In full and without deviation, reproduce the records that follow.

## SOURCE RECORDS
□ □ □ □

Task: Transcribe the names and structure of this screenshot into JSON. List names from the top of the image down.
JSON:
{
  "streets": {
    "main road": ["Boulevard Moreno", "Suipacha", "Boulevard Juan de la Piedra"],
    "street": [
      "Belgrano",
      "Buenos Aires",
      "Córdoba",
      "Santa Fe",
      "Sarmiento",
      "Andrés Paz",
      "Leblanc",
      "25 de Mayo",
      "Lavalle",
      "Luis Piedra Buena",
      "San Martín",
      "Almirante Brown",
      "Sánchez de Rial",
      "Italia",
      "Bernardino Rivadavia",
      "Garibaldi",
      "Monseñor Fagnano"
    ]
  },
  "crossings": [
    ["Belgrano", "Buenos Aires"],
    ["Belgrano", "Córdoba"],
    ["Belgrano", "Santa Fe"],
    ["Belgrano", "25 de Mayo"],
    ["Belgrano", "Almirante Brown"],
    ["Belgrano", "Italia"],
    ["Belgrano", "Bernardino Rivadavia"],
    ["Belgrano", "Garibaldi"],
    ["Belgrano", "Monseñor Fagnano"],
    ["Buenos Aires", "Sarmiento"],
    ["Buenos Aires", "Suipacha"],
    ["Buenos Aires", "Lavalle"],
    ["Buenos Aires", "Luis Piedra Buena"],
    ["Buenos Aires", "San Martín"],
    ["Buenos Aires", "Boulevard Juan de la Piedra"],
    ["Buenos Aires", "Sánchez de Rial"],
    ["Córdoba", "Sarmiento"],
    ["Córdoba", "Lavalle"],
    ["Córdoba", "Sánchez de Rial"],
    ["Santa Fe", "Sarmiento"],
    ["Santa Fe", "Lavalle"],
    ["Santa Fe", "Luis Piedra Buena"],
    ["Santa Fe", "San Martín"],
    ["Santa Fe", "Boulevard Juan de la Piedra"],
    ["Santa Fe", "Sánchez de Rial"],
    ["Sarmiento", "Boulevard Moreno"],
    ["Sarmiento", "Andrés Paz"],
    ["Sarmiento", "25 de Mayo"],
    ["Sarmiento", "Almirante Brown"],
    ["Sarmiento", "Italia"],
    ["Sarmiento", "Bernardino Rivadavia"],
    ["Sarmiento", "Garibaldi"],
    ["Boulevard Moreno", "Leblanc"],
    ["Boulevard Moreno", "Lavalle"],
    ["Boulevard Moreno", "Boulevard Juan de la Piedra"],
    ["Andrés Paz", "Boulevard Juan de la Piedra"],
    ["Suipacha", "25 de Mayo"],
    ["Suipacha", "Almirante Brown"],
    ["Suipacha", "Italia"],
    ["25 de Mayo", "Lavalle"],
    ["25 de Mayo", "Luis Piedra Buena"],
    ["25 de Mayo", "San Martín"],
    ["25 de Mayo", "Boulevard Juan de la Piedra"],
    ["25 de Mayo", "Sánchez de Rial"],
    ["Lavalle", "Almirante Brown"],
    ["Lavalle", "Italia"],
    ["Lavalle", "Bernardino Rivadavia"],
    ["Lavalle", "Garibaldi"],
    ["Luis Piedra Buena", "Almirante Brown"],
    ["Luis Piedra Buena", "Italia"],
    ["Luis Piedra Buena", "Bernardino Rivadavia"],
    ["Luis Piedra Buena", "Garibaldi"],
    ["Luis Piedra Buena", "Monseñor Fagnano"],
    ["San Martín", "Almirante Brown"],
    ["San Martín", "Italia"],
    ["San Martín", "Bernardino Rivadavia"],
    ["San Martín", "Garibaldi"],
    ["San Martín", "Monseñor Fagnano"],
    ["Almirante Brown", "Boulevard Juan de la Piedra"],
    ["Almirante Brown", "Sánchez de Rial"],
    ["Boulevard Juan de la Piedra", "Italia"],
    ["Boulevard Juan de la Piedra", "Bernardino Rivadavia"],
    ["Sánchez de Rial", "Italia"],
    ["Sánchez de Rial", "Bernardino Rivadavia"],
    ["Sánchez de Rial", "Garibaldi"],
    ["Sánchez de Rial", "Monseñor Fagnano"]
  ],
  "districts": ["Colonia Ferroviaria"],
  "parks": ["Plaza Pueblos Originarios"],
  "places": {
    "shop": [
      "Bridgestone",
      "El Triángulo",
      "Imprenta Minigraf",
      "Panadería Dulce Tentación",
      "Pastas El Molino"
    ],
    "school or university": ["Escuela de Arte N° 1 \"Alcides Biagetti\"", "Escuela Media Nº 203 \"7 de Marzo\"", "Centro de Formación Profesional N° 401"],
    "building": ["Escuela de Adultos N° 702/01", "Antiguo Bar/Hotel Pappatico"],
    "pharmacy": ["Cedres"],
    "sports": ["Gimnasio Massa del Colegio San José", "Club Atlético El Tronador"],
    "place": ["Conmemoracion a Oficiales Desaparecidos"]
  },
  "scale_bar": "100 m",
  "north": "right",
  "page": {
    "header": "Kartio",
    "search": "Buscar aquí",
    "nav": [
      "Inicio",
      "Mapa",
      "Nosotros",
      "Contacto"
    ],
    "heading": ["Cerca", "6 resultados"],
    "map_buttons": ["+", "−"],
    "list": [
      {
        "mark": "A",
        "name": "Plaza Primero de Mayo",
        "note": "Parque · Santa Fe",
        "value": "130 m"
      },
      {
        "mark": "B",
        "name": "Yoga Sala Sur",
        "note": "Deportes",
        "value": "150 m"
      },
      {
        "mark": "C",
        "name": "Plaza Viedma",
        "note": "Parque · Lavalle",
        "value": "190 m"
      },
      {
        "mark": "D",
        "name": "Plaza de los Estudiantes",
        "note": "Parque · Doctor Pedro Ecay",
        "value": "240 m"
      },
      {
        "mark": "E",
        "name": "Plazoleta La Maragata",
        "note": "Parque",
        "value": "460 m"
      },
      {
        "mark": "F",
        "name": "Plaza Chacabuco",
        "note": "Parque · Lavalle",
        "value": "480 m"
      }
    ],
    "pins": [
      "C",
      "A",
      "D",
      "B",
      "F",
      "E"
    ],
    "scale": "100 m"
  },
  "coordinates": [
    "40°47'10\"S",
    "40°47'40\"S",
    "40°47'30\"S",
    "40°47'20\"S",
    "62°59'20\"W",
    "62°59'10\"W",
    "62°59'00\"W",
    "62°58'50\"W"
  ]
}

□ □ □ □

## RESULT FOR THIS TASK
Task: Transcribe the names and structure of this screenshot into JSON. List names from the top of the image down.
JSON:
{
  "streets": {
    "main road": ["Boulevard Moreno", "Suipacha", "Boulevard Juan de la Piedra"],
    "street": [
      "Belgrano",
      "Buenos Aires",
      "Córdoba",
      "Santa Fe",
      "Sarmiento",
      "Andrés Paz",
      "Leblanc",
      "25 de Mayo",
      "Lavalle",
      "Luis Piedra Buena",
      "San Martín",
      "Almirante Brown",
      "Sánchez de Rial",
      "Italia",
      "Bernardino Rivadavia",
      "Garibaldi",
      "Monseñor Fagnano"
    ]
  },
  "crossings": [
    ["Belgrano", "Buenos Aires"],
    ["Belgrano", "Córdoba"],
    ["Belgrano", "Santa Fe"],
    ["Belgrano", "25 de Mayo"],
    ["Belgrano", "Almirante Brown"],
    ["Belgrano", "Italia"],
    ["Belgrano", "Bernardino Rivadavia"],
    ["Belgrano", "Garibaldi"],
    ["Belgrano", "Monseñor Fagnano"],
    ["Buenos Aires", "Sarmiento"],
    ["Buenos Aires", "Suipacha"],
    ["Buenos Aires", "Lavalle"],
    ["Buenos Aires", "Luis Piedra Buena"],
    ["Buenos Aires", "San Martín"],
    ["Buenos Aires", "Boulevard Juan de la Piedra"],
    ["Buenos Aires", "Sánchez de Rial"],
    ["Córdoba", "Sarmiento"],
    ["Córdoba", "Lavalle"],
    ["Córdoba", "Sánchez de Rial"],
    ["Santa Fe", "Sarmiento"],
    ["Santa Fe", "Lavalle"],
    ["Santa Fe", "Luis Piedra Buena"],
    ["Santa Fe", "San Martín"],
    ["Santa Fe", "Boulevard Juan de la Piedra"],
    ["Santa Fe", "Sánchez de Rial"],
    ["Sarmiento", "Boulevard Moreno"],
    ["Sarmiento", "Andrés Paz"],
    ["Sarmiento", "25 de Mayo"],
    ["Sarmiento", "Almirante Brown"],
    ["Sarmiento", "Italia"],
    ["Sarmiento", "Bernardino Rivadavia"],
    ["Sarmiento", "Garibaldi"],
    ["Boulevard Moreno", "Leblanc"],
    ["Boulevard Moreno", "Lavalle"],
    ["Boulevard Moreno", "Boulevard Juan de la Piedra"],
    ["Andrés Paz", "Boulevard Juan de la Piedra"],
    ["Suipacha", "25 de Mayo"],
    ["Suipacha", "Almirante Brown"],
    ["Suipacha", "Italia"],
    ["25 de Mayo", "Lavalle"],
    ["25 de Mayo", "Luis Piedra Buena"],
    ["25 de Mayo", "San Martín"],
    ["25 de Mayo", "Boulevard Juan de la Piedra"],
    ["25 de Mayo", "Sánchez de Rial"],
    ["Lavalle", "Almirante Brown"],
    ["Lavalle", "Italia"],
    ["Lavalle", "Bernardino Rivadavia"],
    ["Lavalle", "Garibaldi"],
    ["Luis Piedra Buena", "Almirante Brown"],
    ["Luis Piedra Buena", "Italia"],
    ["Luis Piedra Buena", "Bernardino Rivadavia"],
    ["Luis Piedra Buena", "Garibaldi"],
    ["Luis Piedra Buena", "Monseñor Fagnano"],
    ["San Martín", "Almirante Brown"],
    ["San Martín", "Italia"],
    ["San Martín", "Bernardino Rivadavia"],
    ["San Martín", "Garibaldi"],
    ["San Martín", "Monseñor Fagnano"],
    ["Almirante Brown", "Boulevard Juan de la Piedra"],
    ["Almirante Brown", "Sánchez de Rial"],
    ["Boulevard Juan de la Piedra", "Italia"],
    ["Boulevard Juan de la Piedra", "Bernardino Rivadavia"],
    ["Sánchez de Rial", "Italia"],
    ["Sánchez de Rial", "Bernardino Rivadavia"],
    ["Sánchez de Rial", "Garibaldi"],
    ["Sánchez de Rial", "Monseñor Fagnano"]
  ],
  "districts": ["Colonia Ferroviaria"],
  "parks": ["Plaza Pueblos Originarios"],
  "places": {
    "shop": [
      "Bridgestone",
      "El Triángulo",
      "Imprenta Minigraf",
      "Panadería Dulce Tentación",
      "Pastas El Molino"
    ],
    "school or university": ["Escuela de Arte N° 1 \"Alcides Biagetti\"", "Escuela Media Nº 203 \"7 de Marzo\"", "Centro de Formación Profesional N° 401"],
    "building": ["Escuela de Adultos N° 702/01", "Antiguo Bar/Hotel Pappatico"],
    "pharmacy": ["Cedres"],
    "sports": ["Gimnasio Massa del Colegio San José", "Club Atlético El Tronador"],
    "place": ["Conmemoracion a Oficiales Desaparecidos"]
  },
  "scale_bar": "100 m",
  "north": "right",
  "page": {
    "header": "Kartio",
    "search": "Buscar aquí",
    "nav": [
      "Inicio",
      "Mapa",
      "Nosotros",
      "Contacto"
    ],
    "heading": ["Cerca", "6 resultados"],
    "map_buttons": ["+", "−"],
    "list": [
      {
        "mark": "A",
        "name": "Plaza Primero de Mayo",
        "note": "Parque · Santa Fe",
        "value": "130 m"
      },
      {
        "mark": "B",
        "name": "Yoga Sala Sur",
        "note": "Deportes",
        "value": "150 m"
      },
      {
        "mark": "C",
        "name": "Plaza Viedma",
        "note": "Parque · Lavalle",
        "value": "190 m"
      },
      {
        "mark": "D",
        "name": "Plaza de los Estudiantes",
        "note": "Parque · Doctor Pedro Ecay",
        "value": "240 m"
      },
      {
        "mark": "E",
        "name": "Plazoleta La Maragata",
        "note": "Parque",
        "value": "460 m"
      },
      {
        "mark": "F",
        "name": "Plaza Chacabuco",
        "note": "Parque · Lavalle",
        "value": "480 m"
      }
    ],
    "pins": [
      "C",
      "A",
      "D",
      "B",
      "F",
      "E"
    ],
    "scale": "100 m"
  },
  "coordinates": [
    "40°47'10\"S",
    "40°47'40\"S",
    "40°47'30\"S",
    "40°47'20\"S",
    "62°59'20\"W",
    "62°59'10\"W",
    "62°59'00\"W",
    "62°58'50\"W"
  ]
}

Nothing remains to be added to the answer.